READY… SET… “I arrange for all the technical aspects to make sure the artists are happy. Every contract has a tech rider [that spells out the lighting, sound and set requirements]; sometimes for Broadway shows, they need [the stagehouse] cleared because they already have what they need; sometimes for musical acts we have to provide all the lights and a few key musicians. I arrange for limo pick-up and catering, too.”


UP THE ANTE “People see these TV shows now with moving lights and razzle-dazzle, and that’s what they expect to see onstage. The demand for better production value keeps going up.
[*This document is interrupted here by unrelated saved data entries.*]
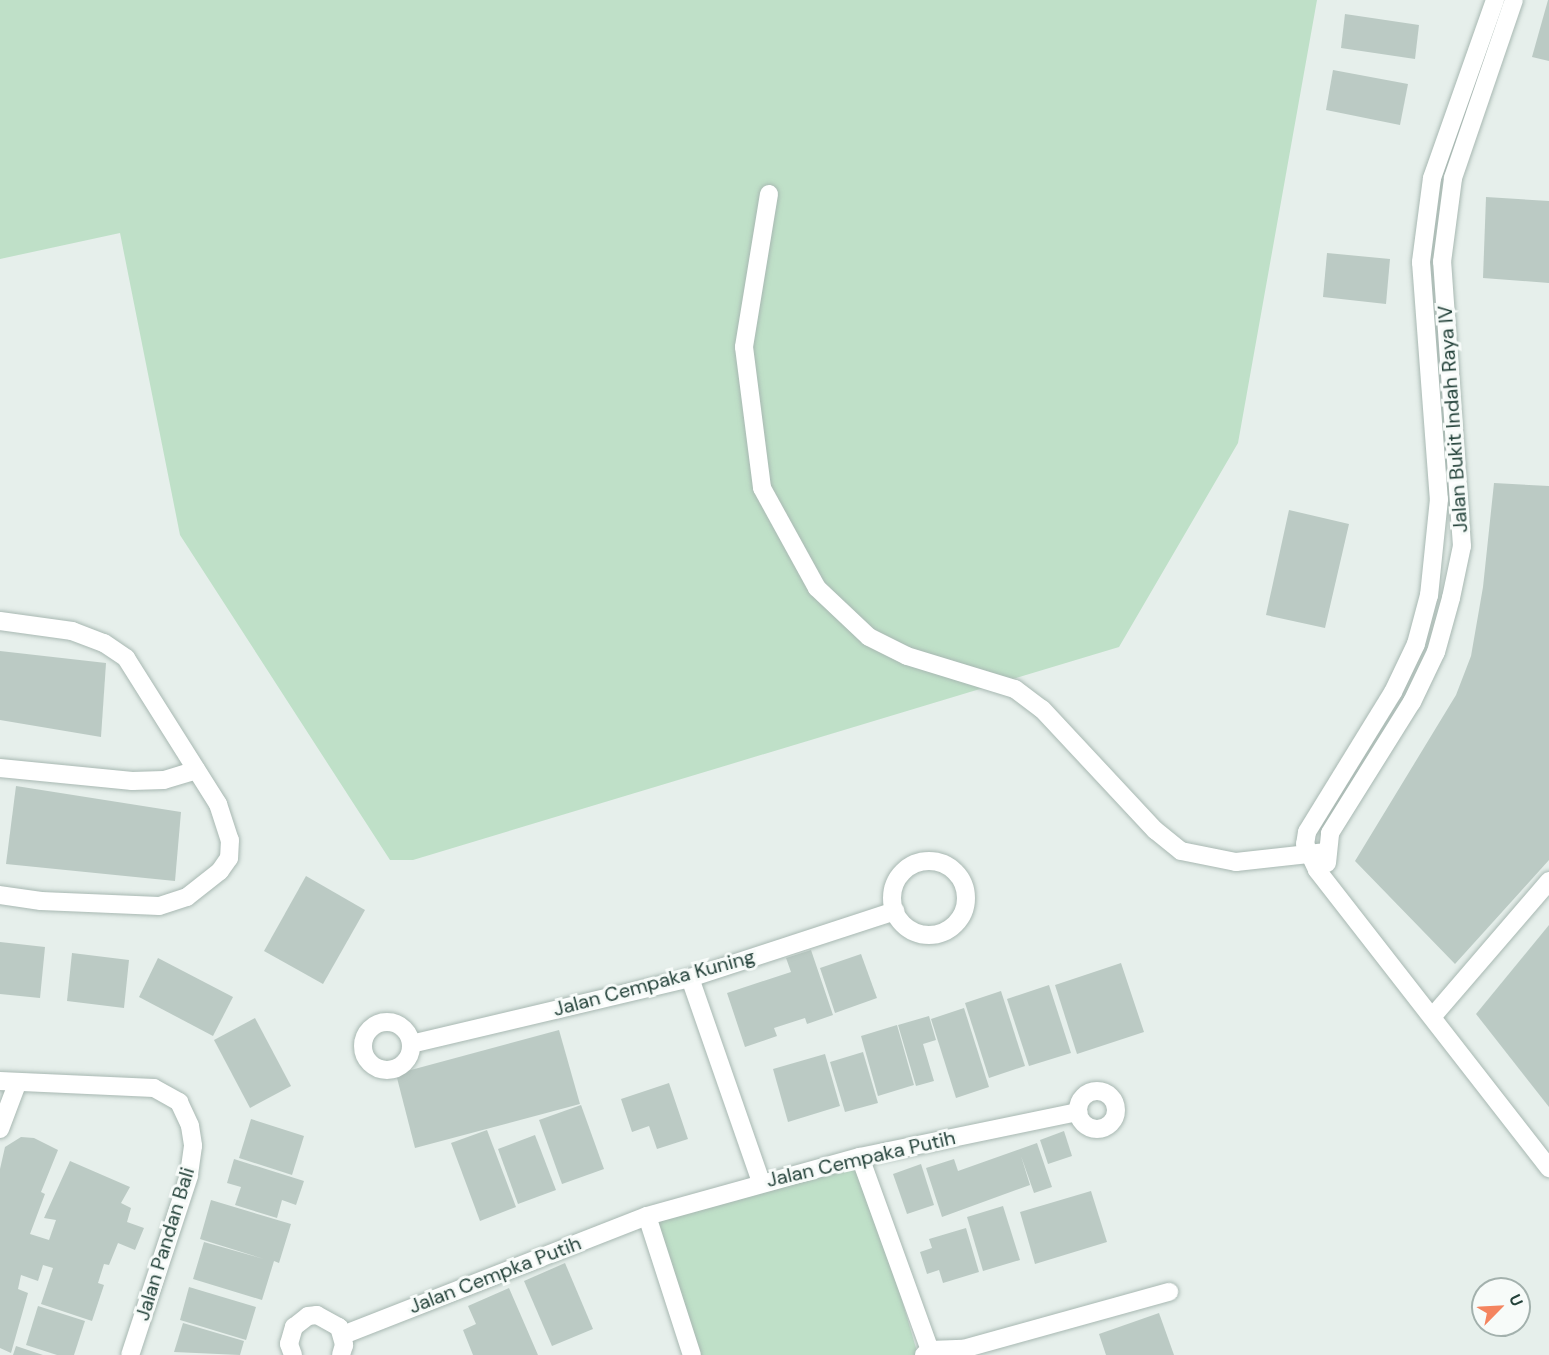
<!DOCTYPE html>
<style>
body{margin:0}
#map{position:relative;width:1549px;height:1355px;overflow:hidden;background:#e6efeb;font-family:"DM Sans",sans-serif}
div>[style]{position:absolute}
.green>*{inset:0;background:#bfe0c8}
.building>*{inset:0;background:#bbcac4}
.roads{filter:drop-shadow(0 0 2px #a8b8b2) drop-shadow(0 0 2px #a8b8b2)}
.minor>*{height:18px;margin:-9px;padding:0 9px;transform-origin:9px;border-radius:9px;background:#fff}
.minor>.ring{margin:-9px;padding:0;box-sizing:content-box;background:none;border:18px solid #fff;border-radius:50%}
span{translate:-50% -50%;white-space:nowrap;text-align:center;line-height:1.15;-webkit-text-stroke:6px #f7fbf9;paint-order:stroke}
.street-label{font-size:20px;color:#24423a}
.north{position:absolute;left:1471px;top:1277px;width:60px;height:60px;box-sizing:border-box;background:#f7fbf9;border:2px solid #a3b1ad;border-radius:50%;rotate:66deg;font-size:16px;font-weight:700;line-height:24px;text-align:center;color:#24423a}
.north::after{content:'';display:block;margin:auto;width:21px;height:27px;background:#f4845f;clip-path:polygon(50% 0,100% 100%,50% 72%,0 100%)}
</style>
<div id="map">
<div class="green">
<div style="clip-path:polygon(0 0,1317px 0,1238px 443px,1119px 647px,413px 860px,390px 860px,180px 535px,120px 233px,0 259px)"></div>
<div style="clip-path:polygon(861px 1159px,918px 1355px,698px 1355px,650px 1217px)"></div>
</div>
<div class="building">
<div style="clip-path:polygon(1548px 0,1549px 0,1549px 61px,1532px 57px)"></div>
<div style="clip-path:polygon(1345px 14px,1419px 25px,1415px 59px,1341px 48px)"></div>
<div style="clip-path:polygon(1333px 70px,1408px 84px,1400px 125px,1326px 110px)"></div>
<div style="clip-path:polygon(1486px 197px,1549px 201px,1549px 283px,1483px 278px)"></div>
<div style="clip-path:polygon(1327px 253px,1390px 259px,1386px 304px,1323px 297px)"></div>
<div style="clip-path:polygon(1494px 483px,1549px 486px,1549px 860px,1455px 964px,1355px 861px,1456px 695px,1471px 656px,1483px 587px)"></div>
<div style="clip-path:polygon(1289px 510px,1349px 524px,1325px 628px,1266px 615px)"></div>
<div style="clip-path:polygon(0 651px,106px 663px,101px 737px,0 720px)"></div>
<div style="clip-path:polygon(16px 786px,181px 812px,175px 881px,6px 864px)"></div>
<div style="clip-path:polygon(306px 876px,365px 910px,323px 984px,264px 951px)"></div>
<div style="clip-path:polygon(1549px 925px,1549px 1107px,1476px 1014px)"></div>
<div style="clip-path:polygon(0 942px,45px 947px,40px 998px,0 994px)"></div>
<div style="clip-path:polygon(811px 950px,833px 1015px,807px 1024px,805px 1018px,774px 1028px,777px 1036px,745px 1047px,727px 993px,791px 972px,786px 958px)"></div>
<div style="clip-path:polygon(72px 953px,129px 960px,124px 1008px,67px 1001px)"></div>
<div style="clip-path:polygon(861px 954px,877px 998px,835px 1013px,820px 968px)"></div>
<div style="clip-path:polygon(158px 958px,233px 997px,213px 1036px,139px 997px)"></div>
<div style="clip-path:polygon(1121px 963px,1144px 1032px,1077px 1054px,1055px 985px)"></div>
<div style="clip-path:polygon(1049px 985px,1071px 1053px,1029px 1066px,1007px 999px)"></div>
<div style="clip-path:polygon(1001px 991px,1025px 1066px,989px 1078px,965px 1003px)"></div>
<div style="clip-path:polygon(964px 1008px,989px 1087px,956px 1098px,931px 1019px)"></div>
<div style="clip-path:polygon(929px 1016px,936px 1040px,923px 1044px,934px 1081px,916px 1086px,898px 1025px)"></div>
<div style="clip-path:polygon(255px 1018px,291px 1086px,250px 1108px,214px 1040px)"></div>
<div style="clip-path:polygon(897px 1025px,914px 1085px,878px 1096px,861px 1036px)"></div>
<div style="clip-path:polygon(559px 1030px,580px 1104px,415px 1148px,396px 1074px)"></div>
<div style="clip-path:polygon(863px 1052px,878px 1103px,845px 1112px,830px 1062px)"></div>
<div style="clip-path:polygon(825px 1054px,840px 1106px,788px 1122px,773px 1069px)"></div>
<div style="clip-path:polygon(669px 1083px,688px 1139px,657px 1149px,649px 1126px,632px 1132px,621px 1099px)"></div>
<div style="clip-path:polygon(581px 1105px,604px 1169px,562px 1184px,539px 1120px)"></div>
<div style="clip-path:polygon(251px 1119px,304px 1136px,292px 1175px,239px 1158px)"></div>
<div style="clip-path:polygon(487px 1130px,516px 1207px,480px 1221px,451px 1143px)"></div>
<div style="clip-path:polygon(1064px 1131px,1072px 1156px,1048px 1164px,1040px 1140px)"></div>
<div style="clip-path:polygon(535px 1135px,556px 1190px,518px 1204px,498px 1149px)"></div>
<div style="clip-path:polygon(21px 1137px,34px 1138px,58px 1150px,41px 1192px,45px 1194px,30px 1234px,49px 1240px,56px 1220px,44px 1218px,70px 1161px,130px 1187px,121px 1203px,131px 1208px,127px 1222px,144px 1228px,135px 1250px,118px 1243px,109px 1265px,104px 1264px,98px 1283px,104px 1285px,92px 1321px,41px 1304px,53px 1268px,43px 1265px,38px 1281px,21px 1275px,18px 1289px,28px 1293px,11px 1353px,0 1348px,0 1169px,5px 1147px)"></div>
<div style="clip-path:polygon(1037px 1143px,1052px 1187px,1034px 1193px,1021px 1156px,1030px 1185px,942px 1217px,926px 1168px,954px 1159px,958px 1171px)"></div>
<div style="clip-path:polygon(234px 1159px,304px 1181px,296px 1205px,282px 1200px,277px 1218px,235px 1205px,241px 1187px,227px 1183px)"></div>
<div style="clip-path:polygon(921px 1164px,934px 1205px,907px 1214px,893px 1174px)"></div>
<div style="clip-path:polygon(1091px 1191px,1107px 1242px,1035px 1264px,1020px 1212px)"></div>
<div style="clip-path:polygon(211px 1200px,291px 1224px,279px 1263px,274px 1261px,262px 1300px,193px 1279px,204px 1242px,264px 1259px,200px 1239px)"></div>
<div style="clip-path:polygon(1003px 1206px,1020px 1260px,983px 1271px,967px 1217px)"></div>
<div style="clip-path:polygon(966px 1228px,979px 1272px,943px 1283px,939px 1270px,927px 1274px,920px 1252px,932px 1248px,929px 1239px)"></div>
<div style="clip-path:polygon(565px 1263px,593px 1329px,552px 1346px,524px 1281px)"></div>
<div style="clip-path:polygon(189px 1287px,256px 1307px,246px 1340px,180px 1320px)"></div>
<div style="clip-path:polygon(509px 1288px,538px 1355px,473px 1355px,463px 1330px,476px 1324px,468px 1306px)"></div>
<div style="clip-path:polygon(38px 1306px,85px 1321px,74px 1355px,57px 1355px,26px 1345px)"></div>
<div style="clip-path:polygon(1159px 1313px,1174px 1355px,1106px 1355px,1099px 1334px)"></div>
<div style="clip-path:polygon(183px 1323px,244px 1341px,240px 1355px,174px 1352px)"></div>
<div style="clip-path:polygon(16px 1346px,43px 1355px,13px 1355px)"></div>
</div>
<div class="roads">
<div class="minor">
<div style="left:1495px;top:0;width:189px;rotate:109.5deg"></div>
<div style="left:1432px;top:178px;width:85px;rotate:97.5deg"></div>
<div style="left:1421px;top:262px;width:238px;rotate:85.7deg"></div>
<div style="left:1439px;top:499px;width:97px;rotate:95.9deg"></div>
<div style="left:1429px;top:595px;width:51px;rotate:104.9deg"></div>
<div style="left:1416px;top:644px;width:53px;rotate:115.6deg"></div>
<div style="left:1393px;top:692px;width:164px;rotate:121.6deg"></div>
<div style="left:1307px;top:832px;width:12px;rotate:99deg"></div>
<div style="left:1305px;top:844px;width:29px;rotate:65deg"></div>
<div style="left:1317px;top:870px;width:378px;rotate:52.1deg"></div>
<div style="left:769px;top:194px;width:155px;rotate:99.3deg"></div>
<div style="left:744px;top:347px;width:142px;rotate:82.7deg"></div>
<div style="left:762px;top:488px;width:114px;rotate:61.2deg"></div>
<div style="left:817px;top:588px;width:71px;rotate:43.3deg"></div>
<div style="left:869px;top:637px;width:42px;rotate:26.6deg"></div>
<div style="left:907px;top:656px;width:113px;rotate:17deg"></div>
<div style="left:1015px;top:689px;width:34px;rotate:37deg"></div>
<div style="left:1042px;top:709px;width:166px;rotate:47deg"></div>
<div style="left:1155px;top:830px;width:33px;rotate:39deg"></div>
<div style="left:1181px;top:851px;width:56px;rotate:11.3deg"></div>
<div style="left:1236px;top:862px;width:91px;rotate:-6.3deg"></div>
<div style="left:0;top:621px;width:73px;rotate:7.9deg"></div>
<div style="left:72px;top:631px;width:34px;rotate:21deg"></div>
<div style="left:104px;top:643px;width:27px;rotate:34deg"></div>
<div style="left:126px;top:658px;width:173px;rotate:57.8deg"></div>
<div style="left:218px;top:804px;width:38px;rotate:72deg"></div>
<div style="left:230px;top:840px;width:18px;rotate:93deg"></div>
<div style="left:229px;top:858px;width:16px;rotate:125deg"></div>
<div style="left:220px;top:871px;width:42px;rotate:141.8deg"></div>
<div style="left:187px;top:897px;width:29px;rotate:162deg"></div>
<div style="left:159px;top:906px;width:118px;rotate:-177.6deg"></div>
<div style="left:41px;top:901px;width:41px;rotate:-171.7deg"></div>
<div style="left:0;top:768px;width:133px;rotate:5.6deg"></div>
<div style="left:132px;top:781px;width:32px;rotate:-2deg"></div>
<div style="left:164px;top:780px;width:34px;rotate:-17deg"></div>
<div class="ring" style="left:892px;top:861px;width:56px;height:56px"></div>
<div style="left:1327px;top:863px;width:30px;rotate:-84deg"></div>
<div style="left:1330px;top:833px;width:155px;rotate:-58deg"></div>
<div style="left:1412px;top:702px;width:55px;rotate:-64.4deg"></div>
<div style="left:1436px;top:652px;width:56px;rotate:-74.5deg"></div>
<div style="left:1451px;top:598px;width:53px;rotate:-78.1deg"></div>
<div style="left:1462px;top:546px;width:285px;rotate:-94deg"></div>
<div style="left:1442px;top:262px;width:85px;rotate:-82.5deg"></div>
<div style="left:1453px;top:178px;width:188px;rotate:-71.1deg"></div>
<div style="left:690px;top:978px;width:216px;rotate:70.8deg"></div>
<div style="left:1433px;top:1016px;width:178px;rotate:-49.3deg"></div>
<div class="ring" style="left:363px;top:1022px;width:30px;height:30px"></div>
<div style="left:411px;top:1044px;width:287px;rotate:-13.3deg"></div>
<div style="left:690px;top:978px;width:216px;rotate:-18.1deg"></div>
<div style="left:0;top:1081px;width:154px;rotate:2.6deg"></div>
<div style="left:154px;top:1088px;width:29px;rotate:29deg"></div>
<div style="left:179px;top:1102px;width:26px;rotate:65deg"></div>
<div style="left:190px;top:1126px;width:20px;rotate:81deg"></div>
<div style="left:193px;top:1146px;width:30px;rotate:98deg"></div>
<div style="left:189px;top:1176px;width:188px;rotate:108.2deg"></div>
<div class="ring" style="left:1078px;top:1091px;width:20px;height:20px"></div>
<div style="left:0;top:1129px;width:48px;rotate:-69.3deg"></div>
<div style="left:860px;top:1157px;width:205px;rotate:70.1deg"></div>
<div style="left:647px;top:1216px;width:146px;rotate:72.1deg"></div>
<div style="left:343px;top:1335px;width:326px;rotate:-21.4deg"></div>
<div style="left:647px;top:1216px;width:221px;rotate:-15.5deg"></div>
<div style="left:860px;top:1157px;width:223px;rotate:-11.7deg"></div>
<div style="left:293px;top:1355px;width:12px;rotate:-110deg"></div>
<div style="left:289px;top:1344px;width:18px;rotate:-74deg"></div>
<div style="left:294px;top:1327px;width:18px;rotate:-38deg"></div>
<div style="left:308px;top:1316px;width:9px;rotate:-6deg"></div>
<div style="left:317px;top:1315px;width:25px;rotate:29deg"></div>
<div style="left:339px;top:1327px;width:19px;rotate:74deg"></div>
<div style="left:344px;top:1345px;width:10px;rotate:107deg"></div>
<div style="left:924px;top:1355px;width:8px;rotate:-40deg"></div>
<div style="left:930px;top:1350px;width:33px;rotate:-2deg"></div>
<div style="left:963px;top:1349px;width:214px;rotate:-15.5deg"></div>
</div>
</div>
<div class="street-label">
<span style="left:1453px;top:419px;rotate:-94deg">Jalan Bukit Indah Raya IV</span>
<span style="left:654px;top:983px;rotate:-15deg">Jalan Cempaka Kuning</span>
<span style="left:861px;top:1159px;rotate:-13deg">Jalan Cempaka Putih</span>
<span style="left:165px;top:1244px;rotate:-73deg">Jalan Pandan Bali</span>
<span style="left:495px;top:1275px;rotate:-21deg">Jalan Cempka Putih</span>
</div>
<div class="north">U</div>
</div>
We have been investing in lighting equipment; it’s the big thing for most of these shows.”


REALLY BIG SHOW “Jersey Boys took 61 stagehands 18 hours to put in over two days, and 78 crew members five hours to pack out after the last show—[we were here] until 3 a.m. A Broadway show can take up to 80 stagehands, while most musical acts need about 20. Shows that are here for a week travel with more than a dozen semi-trucks full of sets, costumes and technical equipment; those here for a day or two bring three semis.”


IT’S ON ME “Patience and tact are key. If there is a problem and [the artist] is looking for someone to blame, I’ll take that blame to diffuse the situation. My philosophy: The calmer I am, the calmer the people who work for me.”